I need to use transactional tables in Hive, so I naturally use the ORC format. One limitation of those transactional tables is that they have to be bucketed (in Hive 2 at least. In Hive3 my understanding is that bucketing is not mandatory, but the default is equivalent to having 1 bucket).

It is tricky to find a good answer on how to use buckets: how many? on which columns? It usually boils down to:

Buckets are something that should be done for a concrete problem not just because you think you should have them. Normally I would not use them.
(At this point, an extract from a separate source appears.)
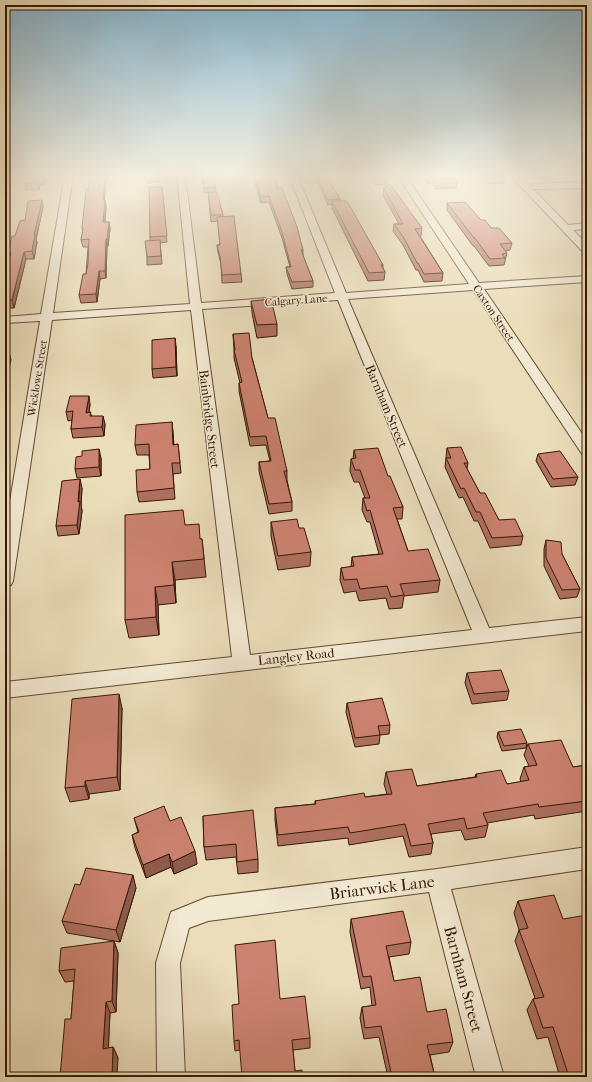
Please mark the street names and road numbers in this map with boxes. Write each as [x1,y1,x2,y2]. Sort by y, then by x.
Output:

Which is not helpful when you actually have to use them.

So how to use buckets?

I did some benchmarking to try to get a valid answer. My dataset was as follow:

  • Data:
    • 1B rows table worth 3 months of data, with a compound (logical) key: user id, and 4-level hierarchical identifier. This is about 15GB (unreplicated) on disk.
    • 9 merges of 1 hour of data
  • Benchmarks:
    • select count(*)
    • select count(*) where  hierarchy_level_1=something
    • select 1 specific row
    • big select with join on 2 other tables, resulting in 400k rows.
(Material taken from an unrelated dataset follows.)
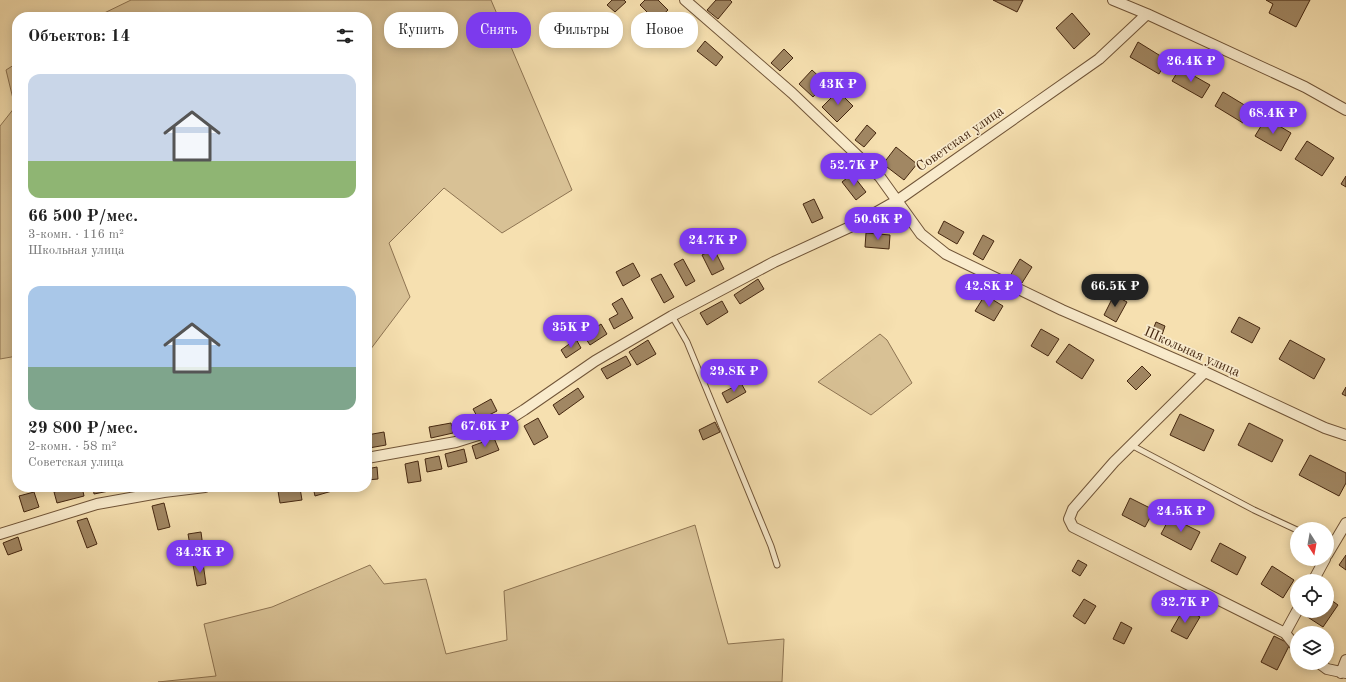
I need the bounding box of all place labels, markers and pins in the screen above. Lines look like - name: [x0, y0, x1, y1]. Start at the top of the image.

All benchmarks were run 5 times, doing one iteration for all tables before starting the next iteration to prevent caching.

I tested a few variations:

  • transactional table or not,
  • partitioned or not (partition was the highest level of my hierarchical key. About 200 hundred partitions, somewhat skewed),
  • 1 to 32 buckets,
  • bloom filters on levels #1 and/or #2  my hierarchical key and/or on the user id.
  • I added as extra test some non-transactional tables, sorted on different fields.

It is tricky to properly display the data here so I show it as an image (click to enlarge), but you can find it as a pdf: ORC Benchmark – results or see it on google sheets.


orcbench

What gives?

I had some expectations:

  • More buckets would mean more files so faster load and faster queries up to a point.
  • Bucket + partitions would create way too many files, at the cost of performance.
  • Proper bloom filters would make everything faster.

Well, looking at the results, here are the takeaways:

  • Bloom filters have basically no impact at all,
  • no partition usually helps,
  • 1 bucket is horrible (but that I did expect),
  • too many buckets and partition together is bad,
  • the sweet spot (for me) is partition +  4 buckets.

I am very disappointed because I had a lot of hopes for bloom filters (I guess there is something I am doing wrong). The rest is more a confirmation of my expectations, with numbers to prove them.

The worst of all? My sweet spot is the one I am already using, so after all those tests (which ran almost 3 days straight) I have no new information to speed up my queries. Well, the silver lining is that at least I have data to show that I can pat myself on the back.

Cluster on which I tested: hdp 2.6, hive 2, 8 data nodes (8 CPU, 32GB) on AWS, doing nothing else apart from running these tests.